Information:
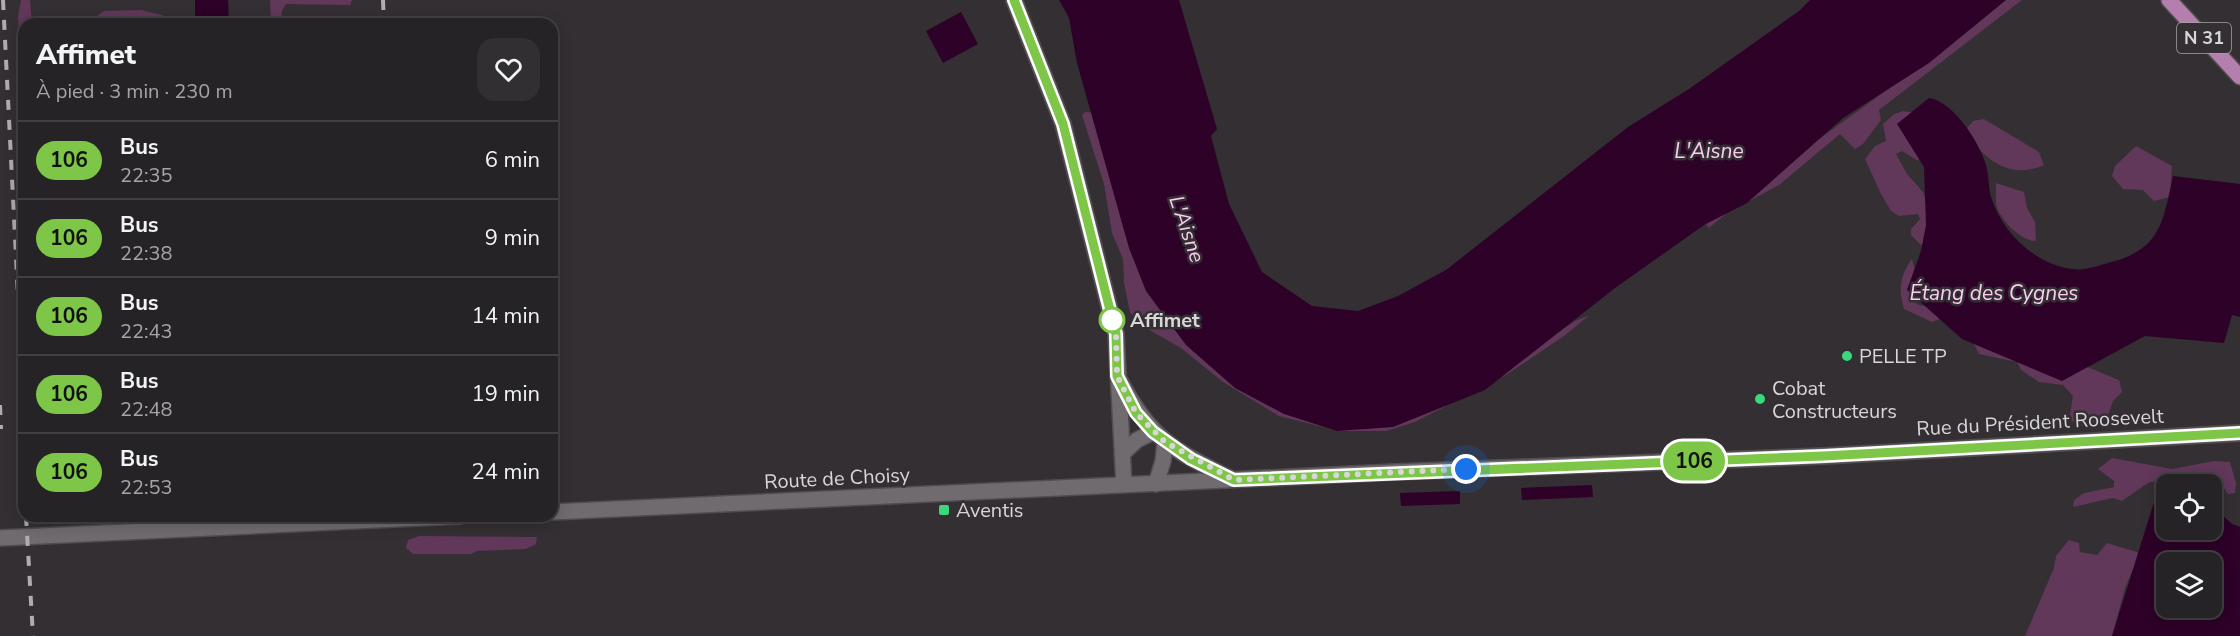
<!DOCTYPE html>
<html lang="fr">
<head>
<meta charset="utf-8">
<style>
  body { margin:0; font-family:"Nunito Sans",sans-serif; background:#322f32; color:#f1f3f6; height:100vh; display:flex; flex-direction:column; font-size:22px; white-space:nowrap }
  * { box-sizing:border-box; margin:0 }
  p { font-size:20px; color:#a4a4a7 }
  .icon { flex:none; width:33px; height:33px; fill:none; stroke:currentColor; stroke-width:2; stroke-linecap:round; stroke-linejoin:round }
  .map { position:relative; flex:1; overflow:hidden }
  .side { position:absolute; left:18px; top:18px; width:540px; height:504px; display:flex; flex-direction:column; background:#262326; border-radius:18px; box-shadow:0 3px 15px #0003,0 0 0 2px #424043 }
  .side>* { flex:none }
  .badge { padding:0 12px; border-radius:20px; font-size:21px; line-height:39px }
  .fabs { position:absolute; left:2156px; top:474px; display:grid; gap:12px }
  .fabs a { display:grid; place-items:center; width:66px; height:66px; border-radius:12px; background:#262326; box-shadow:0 3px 15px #0003,0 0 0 2px #424043; font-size:30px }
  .you { position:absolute; width:30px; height:30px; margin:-15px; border:4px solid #fff; border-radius:50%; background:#1a73e8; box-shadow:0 0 0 9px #1a73e833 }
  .map>.badge { position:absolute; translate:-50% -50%; box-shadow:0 0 0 3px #fff }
  .round { display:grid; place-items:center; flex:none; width:63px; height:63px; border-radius:18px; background:#322f32 }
  .head { display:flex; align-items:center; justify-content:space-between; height:102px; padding:0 18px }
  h1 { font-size:28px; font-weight:800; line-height:45px }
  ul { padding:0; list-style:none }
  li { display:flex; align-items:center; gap:18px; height:78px; padding:0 18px; border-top:2px solid #424043 }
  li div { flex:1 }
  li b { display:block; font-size:22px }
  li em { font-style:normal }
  li .badge { min-width:66px; font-weight:700; text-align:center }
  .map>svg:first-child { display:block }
  .green { fill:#61375a }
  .water { fill:#2d0128; fill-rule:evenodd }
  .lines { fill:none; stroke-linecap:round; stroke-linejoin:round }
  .minor-casing { stroke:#504c4f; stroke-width:18 }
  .major-casing { stroke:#504c4f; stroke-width:18 }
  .minor { stroke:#706b6f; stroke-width:15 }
  .major { stroke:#b47fac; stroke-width:15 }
  .rail { stroke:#b0acaf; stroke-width:4; stroke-dasharray:10 10; stroke-linecap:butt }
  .line-casing { stroke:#fff; stroke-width:14 }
  .line { stroke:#7dc647; stroke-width:9 }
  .walk { stroke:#d9d6d8; stroke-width:6; stroke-dasharray:0 10.8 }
  .stop-dot { fill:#fff; stroke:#7dc647; stroke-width:3 }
  .poi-dot { fill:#3bd77e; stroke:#332f32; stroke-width:2 }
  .labels { text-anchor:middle; stroke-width:5; stroke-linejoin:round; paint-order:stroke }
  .shield { fill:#332f32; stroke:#a7a4a6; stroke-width:1.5 }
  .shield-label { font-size:18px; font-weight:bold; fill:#d9d6d8 }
  .stop-label { font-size:20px; font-weight:bold; fill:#d9d6d8; stroke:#332f32; text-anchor:start }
  .poi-label { font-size:20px; fill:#d9d6d8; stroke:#332f32; text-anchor:start }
  .street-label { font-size:20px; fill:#d9d6d8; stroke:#332f32 }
  .water-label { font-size:21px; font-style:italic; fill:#fbccf1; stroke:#332f32 }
</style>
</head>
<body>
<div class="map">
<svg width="2240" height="636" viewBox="0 0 2240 636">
  <rect width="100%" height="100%" fill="#332f32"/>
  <path class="green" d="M21,0H30L32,24H24V142L18,16Z
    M270,0H352L350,5L286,4L282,11L281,24H271Z
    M2002,0H2022L1879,110L1881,120L1863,144L1855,149L1840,134L1779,185L1727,213L1709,228L1704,222C1804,148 1907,80 2002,0Z
    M141,10L162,15L171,24H85L104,11Z
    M1903,111L1914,113L1922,152L1918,161L1902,151L1896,154L1907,174L1923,192L1931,215L1930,241L1921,245L1911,235V229L1920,219L1918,214L1899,216L1891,211L1881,194L1865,159L1875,146L1886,141L1883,124L1894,114Z
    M1085,112L1098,113L1145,273L1519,358L1575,321L1590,315L1564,336L1506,375L1415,422L1386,431H1339L1279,416L1223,382L1181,348L1139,324L1130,312L1124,283L1123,259L1112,233L1104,184L1082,115Z
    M1984,119L2039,152L2044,165C2008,181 1985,158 1964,132L1973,121Z
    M2136,146L2172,166L2170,197L2154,201L2143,190L2123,189L2112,176L2115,166Z
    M1996,183L2024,192L2027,208L2035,222L2036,241C2021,241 2003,222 1997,208C1995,201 1996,190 1996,183Z
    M1912,259L1917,277L1910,292L1911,300L1919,305L1938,308L1940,319L1932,322L1904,309C1898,290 1900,275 1912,259Z
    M1961,333L2073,361L2119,380L2122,392L2113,401L2107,418L2085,427L2069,420L2073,396L2063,385L2039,382L2021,370L2017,362L1979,354L1974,344Z
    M2112,458L2172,469L2214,461L2230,462L2236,483L2235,493L2228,494L2215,474L2201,473L2186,479L2165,478L2148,483L2122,501L2113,498L2073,507L2074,500L2084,493L2114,487V481L2098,469Z
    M419,536L537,537L536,544L526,549L477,551L471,554H413L406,548L408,540Z
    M2069,540L2079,543L2080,552L2097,555L2107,543L2140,553L2125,588L2112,636H2025L2054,568L2056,556Z"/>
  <path class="water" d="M195,0H228L229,24H195Z
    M1059,0H1179L1217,129L1211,136L1229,204L1262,272L1312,306L1358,311L1398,296L1446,270L1628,127L1689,89L1799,11L1810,0H2006L1929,63L1843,118L1747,203L1704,225L1615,288L1485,390L1393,427L1337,431L1284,414L1235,388L1186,345L1146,291L1129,248L1077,63L1069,18Z
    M961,12L978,44L943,63L926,31Z
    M1929,98C1953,101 1980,143 1986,165C1989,175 1988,187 1991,197C2002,232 2034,264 2072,269C2084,271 2097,266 2108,263C2161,250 2163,222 2173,176L2240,184V317L2232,315L2224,343L2145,336L2062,381L1962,339L1907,290L1921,251L1926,225L1924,167L1897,124Z
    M1592,485L1593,497L1522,500L1521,488Z
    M1460,491V504L1401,506L1400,493Z
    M2166,491V530H2211V505L2232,524L2240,527V636H2112L2156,496L2161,498ZM2166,562H2211V608H2166Z"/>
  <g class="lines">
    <defs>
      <path id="minor" d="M1014,0L1063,124L1116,334L1124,485
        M1120,381C1151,440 1174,450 1231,479
        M1122,454L1137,440L1153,432
        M1156,484L1163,461L1165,442
        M552,512L1394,472L1824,456L2240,433
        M0,538L460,516"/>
      <path id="major" d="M2169,0L2240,77"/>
    </defs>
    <use href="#minor" class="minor-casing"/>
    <use href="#major" class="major-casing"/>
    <use href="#minor" class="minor"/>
    <use href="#major" class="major"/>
    <path class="rail" d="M3,0L24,415
      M383,0L384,24
      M0,405L1,429
      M26,516L33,636"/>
  </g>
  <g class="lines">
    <defs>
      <path id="line" d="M1014,0L1063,124L1116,334L1117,376L1136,413L1153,432L1191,459L1234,480L1824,456L2240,433"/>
    </defs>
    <use href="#line" class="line-casing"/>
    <use href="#line" class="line"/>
    <path class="walk" d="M1112,320L1110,313L1116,334L1117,376L1136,413L1165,442L1234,480L1466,469"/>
  </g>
  <circle class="stop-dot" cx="1112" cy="320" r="12"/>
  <g class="poi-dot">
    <circle cx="1847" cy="356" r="6"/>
    <circle cx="1760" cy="399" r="6"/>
    <rect x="938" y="504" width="12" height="12" rx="3"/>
  </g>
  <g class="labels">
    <rect class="shield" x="2177" y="23" width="54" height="30" rx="4.5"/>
    <g class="shield-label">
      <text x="2204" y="44">N 31</text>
    </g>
    <g class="stop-label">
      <text x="1130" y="327">Affimet</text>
    </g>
    <g class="poi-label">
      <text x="1859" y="363">PELLE TP</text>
      <text x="1772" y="395">Cobat<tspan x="1772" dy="23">Constructeurs</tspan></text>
      <text x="956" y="517">Aventis</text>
    </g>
    <g class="street-label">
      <text transform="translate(2040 422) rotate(-3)" y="7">Rue du Président Roosevelt</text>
      <text transform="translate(837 478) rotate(-3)" y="7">Route de Choisy</text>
    </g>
    <g class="water-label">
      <text x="1709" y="158">L'Aisne</text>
      <text transform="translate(1187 229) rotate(71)" y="7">L'Aisne</text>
      <text x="1994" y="300">Étang des Cygnes</text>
    </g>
  </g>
</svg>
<div class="fabs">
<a><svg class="icon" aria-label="locate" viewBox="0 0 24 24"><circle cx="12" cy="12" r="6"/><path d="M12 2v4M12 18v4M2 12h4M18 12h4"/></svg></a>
<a><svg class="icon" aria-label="layers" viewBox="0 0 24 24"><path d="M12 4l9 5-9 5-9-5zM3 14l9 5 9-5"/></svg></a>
</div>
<div class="you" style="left:1466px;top:469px"></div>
<b class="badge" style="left:1694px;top:461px;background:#7dc647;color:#111">106</b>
<section class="side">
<div class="head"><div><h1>Affimet</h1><p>À pied · 3 min · 230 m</p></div><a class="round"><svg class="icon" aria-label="heart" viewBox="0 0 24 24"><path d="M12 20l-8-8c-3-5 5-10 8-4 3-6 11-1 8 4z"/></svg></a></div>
<ul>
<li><span class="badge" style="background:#7dc647;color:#111">106</span><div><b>Bus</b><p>22:35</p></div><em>6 min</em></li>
<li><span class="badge" style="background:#7dc647;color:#111">106</span><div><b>Bus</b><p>22:38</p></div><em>9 min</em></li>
<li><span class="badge" style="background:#7dc647;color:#111">106</span><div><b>Bus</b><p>22:43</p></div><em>14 min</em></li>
<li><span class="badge" style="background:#7dc647;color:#111">106</span><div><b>Bus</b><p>22:48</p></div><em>19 min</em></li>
<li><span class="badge" style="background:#7dc647;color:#111">106</span><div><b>Bus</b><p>22:53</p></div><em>24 min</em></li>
</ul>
</section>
</div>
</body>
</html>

Aim of the exercise: Return all lines from the data that include the string "linejoin".

Reply:
  .icon { flex:none; width:33px; height:33px; fill:none; stroke:currentColor; stroke-width:2; stroke-linecap:round; stroke-linejoin:round }
  .lines { fill:none; stroke-linecap:round; stroke-linejoin:round }
  .labels { text-anchor:middle; stroke-width:5; stroke-linejoin:round; paint-order:stroke }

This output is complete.